Memory Incoherence Issue

linux-arm-kernel.lists.infradead.org archive mirror
 help / color / mirror / Atom feed

* Memory Incoherence Issue
@ 2017-02-03  2:00 Doug Berger
  2017-02-09 14:33 ` Will Deacon
  0 siblings, 1 reply; 3+ messages in thread
From: Doug Berger @ 2017-02-03  2:00 UTC (permalink / raw)
  To: linux-arm-kernel

We have a device that is based on a dual-core A15 MPCore host CPU
complex that has been exhibiting a problem with very infrequent memory
corruption when exercising a user space memory tester program
(memtester) in a system designed around a v3.14 Linux environment.
Unfortunately, it is not possible to update this system to the latest
kernel version for testing at this time.

We originally suspected hardware issues with the memory, but found no
apparent dependencies on environmental factors such as voltage and
temperature.

The behavior is similar to the issue that was patched in the ARM
architecture Linux kernel and referenced here:
http://lists.infradead.org/pipermail/linux-arm-kernel/2015-January/319761.html

This patch is included in our kernel and our cores are supposed to
contain the hardware fix for ARM erratum 798181 so while the kernel
contains the ARM_ERRATA_798181 patch, erratum_a15_798181_handler() is NULL.

The general failure case can be described as follows:
A memtester process is executed that runs a set of simple memory tests
over an address range. The address range is allocated at the beginning
of the program (based on command line parameters) and is split into two
buffers (named buf_a and buf_b) with a fixed offset between their
virtual addresses of half the size of the address range. Each individual
memory test follows the basic procedure of writing a pattern to both
buffers and then reading and comparing the results. The buffers are
accessed through pointers to volatile unsigned long integers (32-bit in
this case) in simple loops over the size of each buffer where each
pointer is dereferenced and incremented in each iteration.

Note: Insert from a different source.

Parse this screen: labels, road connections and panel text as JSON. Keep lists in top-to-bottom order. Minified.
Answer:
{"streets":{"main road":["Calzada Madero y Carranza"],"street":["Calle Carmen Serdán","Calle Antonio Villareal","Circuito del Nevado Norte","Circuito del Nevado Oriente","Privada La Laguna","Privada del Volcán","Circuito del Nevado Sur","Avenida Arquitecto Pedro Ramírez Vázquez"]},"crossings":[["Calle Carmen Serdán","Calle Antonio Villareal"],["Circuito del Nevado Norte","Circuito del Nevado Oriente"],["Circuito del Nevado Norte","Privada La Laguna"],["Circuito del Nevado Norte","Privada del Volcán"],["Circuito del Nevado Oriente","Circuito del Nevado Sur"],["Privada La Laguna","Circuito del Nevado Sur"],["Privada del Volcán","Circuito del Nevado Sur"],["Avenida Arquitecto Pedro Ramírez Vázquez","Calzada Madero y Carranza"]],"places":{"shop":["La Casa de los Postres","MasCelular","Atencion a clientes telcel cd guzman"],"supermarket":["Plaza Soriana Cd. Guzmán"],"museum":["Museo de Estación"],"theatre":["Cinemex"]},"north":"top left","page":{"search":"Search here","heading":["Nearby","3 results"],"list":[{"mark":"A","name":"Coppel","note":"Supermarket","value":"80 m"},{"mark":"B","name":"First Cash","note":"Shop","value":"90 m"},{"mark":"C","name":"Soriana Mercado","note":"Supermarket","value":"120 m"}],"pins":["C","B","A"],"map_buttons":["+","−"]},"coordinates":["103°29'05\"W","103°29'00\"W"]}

For example,
a specific memory test might contain one loop in which a value is
written to the first unsigned long integer location in buf_a and to the
first unsigned long integer location in buf_b. The pointers are
incremented and the loop continues to write the value at the next
respective location in each buffer until both buffers are full with the
same content. After the first loop completes, a second loop then reads
the first unsigned long integer location in buf_a and the first unsigned
long integer location in buf_b and compares them. If the read values do
not match each other an error message is output that displays the
mismatched values (the pointers are dereferenced again for the displayed
values). The second loop then updates the pointers and continues
comparing respective entries in each buffer until they have all been
compared. The memtester program is configured to repeat a set of memory
tests of the same cache-able, shareable, normal memory address range
indefinitely.

In preproduction testing we received reports that when running the
memtester process on approximately 100 systems a few would output error
messages reflecting mismatched values after a day or two and we have
been trying to determine the cause of the errors.

Observations:
The most common pattern of failure reported is a mismatch over a 32KB
(32768-byte) range within the buffers during a single memory test with
subsequent memory tests not showing any errors.
The next most common pattern of failure is a mismatch over a 64-byte
(cache line length) range within the buffers during a single memory test
with subsequent memory tests not showing any errors.
When it is possible to recognize the data pattern of a particular memory
test, the error messages generally show the mismatched data displayed
from buf_a and buf_b to be from two consecutive tests (i.e. one buffer
appears to hold stale data within the mismatch range).
The mismatched ranges appear to start on virtual addresses that are
aligned to the size of the mismatch range. For 32KB mismatches the
underlying physical addresses are only page aligned (i.e. 4KB not 32KB).
There is no obvious correlation in the location of a mismatch range
within a buffer.
Our L1 cache size is 32KB, but it seems unlikely that the alternating
buffer access pattern of memtester would allow the L1 data cache to
contain only lines from one buffer to account for the 32KB stale data.
One theory is that a page table walk might somehow read the wrong values
in a cache line of page table entries. Since we are using long
descriptors in our translation tables this would amount to 8 64-bit page
table entries and mismap 8 4KB pages or 32KB. However, we have not been
able to come up with a scenario that could cause this.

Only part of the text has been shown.